Short answer: It depends!
Long answer: There are (at least) two paths for displaying games in mame..'pixel perfect' and 'enhanced'. Some people, such as myself, prefer to see games rendered as closely to their native display mode as possible. This includes refresh rates (which are far more important than you might realize). The other route is to go for 'enhancements' such as blending, smoothing, scanline emulation, etc. This includes techniques that attempt to make up for the differences in native resolution and displayed resolution by increasing the pixel count and 'filling in' the missing parts. Some people like the look of this, others don't.

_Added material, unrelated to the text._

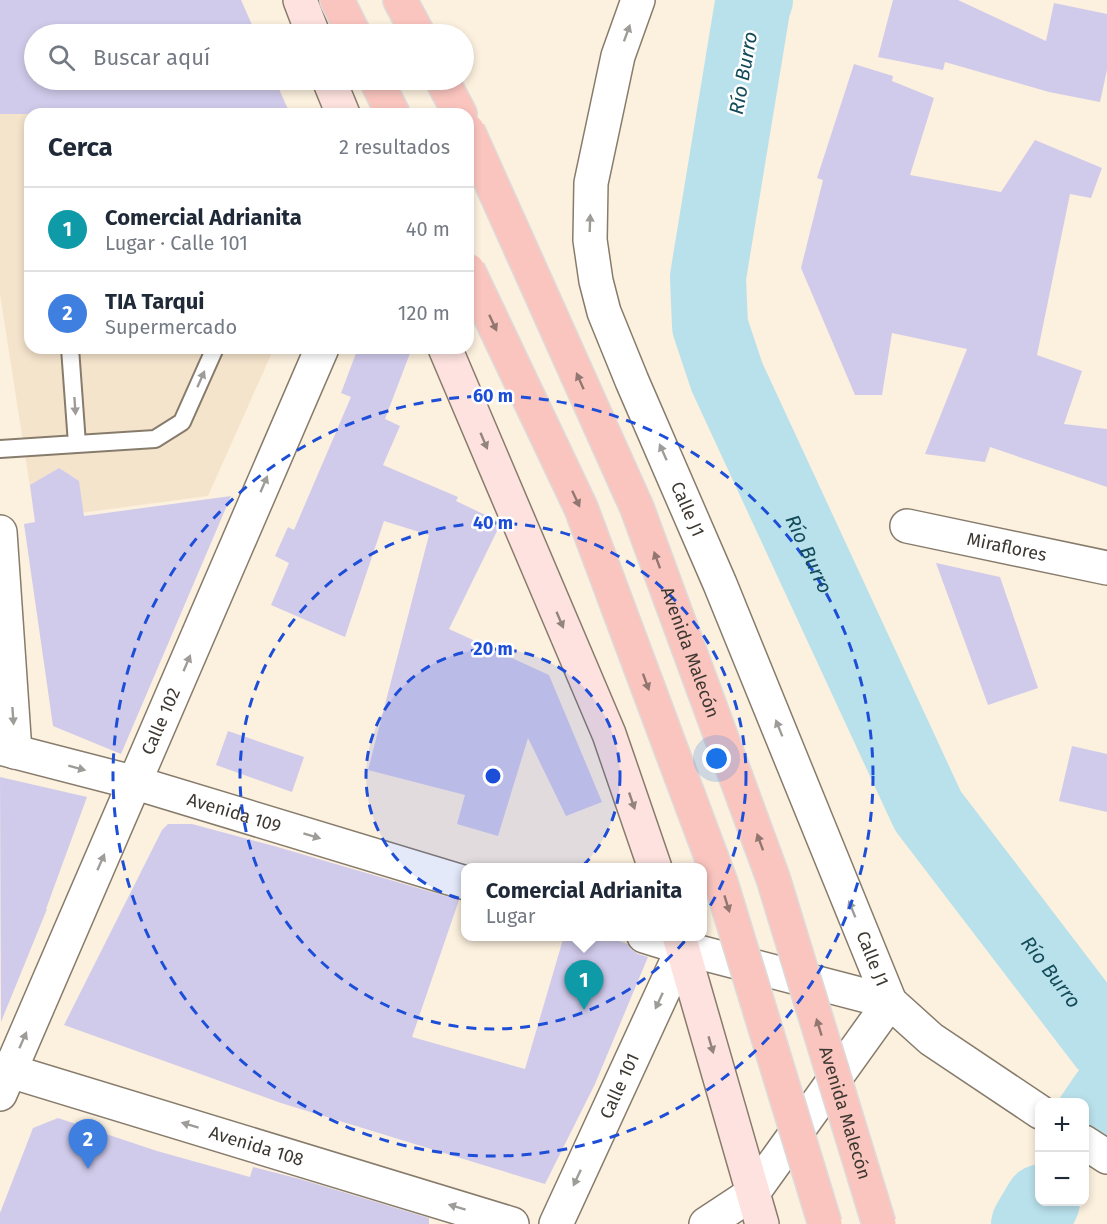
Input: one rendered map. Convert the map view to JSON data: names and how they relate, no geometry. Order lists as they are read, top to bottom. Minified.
{"streets":{"main road":["Avenida Malecón"],"street":["Calle J1","Miraflores","Calle 102","Avenida 109","Calle 101","Avenida 108"]},"crossings":[["Calle 102","Avenida 109"],["Calle 102","Avenida 108"]],"one_way":["Calle J1","Calle 102","Avenida 109","Avenida 108"],"water":["Río Burro"],"page":{"search":"Buscar aquí","heading":["Cerca","2 resultados"],"list":[{"mark":"1","name":"Comercial Adrianita","note":"Lugar · Calle 101","value":"40 m"},{"mark":"2","name":"TIA Tarqui","note":"Supermercado","value":"120 m"}],"popup":["Comercial Adrianita","Lugar"],"pins":["1","2"],"map_buttons":["+","−"]},"rings":["60 m","40 m","20 m"]}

Going with the approach of 'pixel perfect', the ideal solution, as I see it, is to set up many many different resolutions on your system and let mame pick between them. My current solution is to use GroovyMame and a set of modified ATI drivers (at the moment, there are none for nVidia cards, or Intel graphics). These modified drivers increase the number of resolutions the system can have assigned, and a tool along with them generates the resolutions based off of the games in mame, adjusted for what your monitor is capable of displaying. For a standard PC monitor, you can take the original low resolutions (eg: 320x240, 386x480, etc) and exactly double them (eg: 640x480, 772x960). The GroovyMame build addresses the other part of the problem, refresh rates, by dynamically re-writing the windows registry for different refresh rates before switching video modes. Games like Mortal Kombat that ran at ~54hz either play too fast at 60hz, or stutter and skip frames as it tries to emulate at one speed and display at another. For me, the difference was quite impressive what such seemingly small numbers made.